La tradition
Tarot de Marseille
Trois siècles de lectures, de Lyon à Paris, de l'imprimerie à la psychanalyse. Une iconographie restée stable, une grammaire interprétative riche, et une voix d'auteurs qui se sont succédé pour en commenter chaque arcane.
✦ C'est dans cette filiation que Tarot Revelatio s'inscrit. ✦
Le Tarot de Marseille
Le Tarot de Marseille n'est pas un jeu de cartes parmi d'autres. C'est une tradition iconographique précise, fixée à Lyon dans la seconde moitié du XVIIe siècle, diffusée massivement aux XVIIIe et XIXe siècles à partir des ateliers de Marseille, et reproduite à l'identique pendant des générations. Vingt-deux arcanes majeurs, cinquante-six arcanes mineurs, des couleurs codifiées, des positions de personnages réglées au millimètre, des inscriptions latines stables.
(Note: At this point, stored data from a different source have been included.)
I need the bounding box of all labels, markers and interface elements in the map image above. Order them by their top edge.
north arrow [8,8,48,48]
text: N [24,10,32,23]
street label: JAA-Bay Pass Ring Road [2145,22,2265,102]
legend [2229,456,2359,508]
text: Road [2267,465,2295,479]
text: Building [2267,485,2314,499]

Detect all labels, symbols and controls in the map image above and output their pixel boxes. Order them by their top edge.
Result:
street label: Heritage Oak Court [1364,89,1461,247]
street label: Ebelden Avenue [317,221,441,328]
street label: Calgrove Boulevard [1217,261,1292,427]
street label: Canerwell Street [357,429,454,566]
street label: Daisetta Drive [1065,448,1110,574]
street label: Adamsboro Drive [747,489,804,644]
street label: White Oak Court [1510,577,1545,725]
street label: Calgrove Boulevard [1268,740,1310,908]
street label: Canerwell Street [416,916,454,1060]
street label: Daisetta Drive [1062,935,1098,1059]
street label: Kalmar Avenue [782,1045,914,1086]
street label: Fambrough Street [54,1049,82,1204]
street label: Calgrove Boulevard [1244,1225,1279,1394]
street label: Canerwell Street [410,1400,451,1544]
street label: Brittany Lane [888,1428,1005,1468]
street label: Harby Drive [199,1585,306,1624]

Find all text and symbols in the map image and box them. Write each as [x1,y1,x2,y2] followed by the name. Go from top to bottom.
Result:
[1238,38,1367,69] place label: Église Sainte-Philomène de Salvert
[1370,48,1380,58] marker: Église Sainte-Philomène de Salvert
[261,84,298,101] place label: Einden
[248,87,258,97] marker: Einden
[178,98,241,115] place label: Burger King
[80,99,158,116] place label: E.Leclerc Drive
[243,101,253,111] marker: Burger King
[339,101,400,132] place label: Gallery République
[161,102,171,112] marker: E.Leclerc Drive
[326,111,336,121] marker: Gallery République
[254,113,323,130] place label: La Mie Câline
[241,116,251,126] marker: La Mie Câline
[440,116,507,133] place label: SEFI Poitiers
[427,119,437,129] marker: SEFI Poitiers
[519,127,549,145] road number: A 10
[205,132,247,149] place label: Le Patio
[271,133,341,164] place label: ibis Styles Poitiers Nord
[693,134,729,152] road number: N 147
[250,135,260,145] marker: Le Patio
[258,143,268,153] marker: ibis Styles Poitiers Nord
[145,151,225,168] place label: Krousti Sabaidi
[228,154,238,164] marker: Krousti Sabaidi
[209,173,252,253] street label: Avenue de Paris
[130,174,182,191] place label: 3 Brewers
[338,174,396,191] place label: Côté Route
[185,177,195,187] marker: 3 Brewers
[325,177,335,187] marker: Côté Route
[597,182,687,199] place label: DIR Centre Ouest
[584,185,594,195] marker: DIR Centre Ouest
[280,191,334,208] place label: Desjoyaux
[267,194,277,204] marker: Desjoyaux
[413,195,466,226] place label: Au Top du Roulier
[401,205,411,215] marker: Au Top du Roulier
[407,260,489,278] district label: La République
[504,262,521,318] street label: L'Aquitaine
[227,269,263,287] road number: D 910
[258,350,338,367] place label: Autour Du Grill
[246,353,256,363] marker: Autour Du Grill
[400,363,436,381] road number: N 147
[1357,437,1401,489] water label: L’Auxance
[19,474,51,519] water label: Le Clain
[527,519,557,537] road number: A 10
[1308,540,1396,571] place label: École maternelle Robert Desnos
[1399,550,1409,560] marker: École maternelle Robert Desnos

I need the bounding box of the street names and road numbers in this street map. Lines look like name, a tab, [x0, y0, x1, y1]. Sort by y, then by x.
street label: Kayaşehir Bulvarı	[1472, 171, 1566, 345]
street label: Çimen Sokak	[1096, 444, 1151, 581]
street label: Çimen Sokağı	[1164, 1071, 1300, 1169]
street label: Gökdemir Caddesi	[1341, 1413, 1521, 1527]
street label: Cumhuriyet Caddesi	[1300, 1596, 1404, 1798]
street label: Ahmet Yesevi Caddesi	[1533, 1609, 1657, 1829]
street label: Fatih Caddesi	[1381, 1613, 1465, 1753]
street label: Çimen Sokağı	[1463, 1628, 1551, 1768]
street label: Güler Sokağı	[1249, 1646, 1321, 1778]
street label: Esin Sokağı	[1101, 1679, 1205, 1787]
Les historiens distinguent aujourd'hui un Tarot de Marseille type I (matrice plus ancienne, attestée dès la fin du XVIe siècle) et un type II, plus tardif et plus diffusé, qui s'impose à partir des années 1700. C'est ce type II qui a servi de support à toute la tradition interprétative occidentale, de Court de Gébelin à Jodorowsky. Les jeux de Jean Dodal (Lyon, vers 1701), Nicolas Conver (Marseille, 1760) et Paul Marteau (Paris, 1949) en sont les jalons les plus connus.
Cette stabilité iconographique sur trois siècles n'est pas anodine. Elle a permis à des générations de lecteurs de partager un vocabulaire commun, et aux auteurs successifs de bâtir leurs commentaires sur le même socle visuel. Le Pendu de Wirth est exactement le même que celui de Marteau ou de Jodorowsky. Ce que change chaque auteur, c'est l'angle de lecture, jamais l'objet lu.
Le Tarot Jean Dodal
Tarot Revelatio reproduit le Tarot Jean Dodal, imprimé à Lyon entre 1701 et 1715 par le maître cartier du même nom. Ce jeu, conservé à la Bibliothèque nationale de France sous la cote ark:/12148/btv1b10537343h, est l'un des plus anciens exemplaires complets du type II qui nous soit parvenu en bon état. Il est librement accessible en haute résolution sur Gallica, le portail numérique de la BnF.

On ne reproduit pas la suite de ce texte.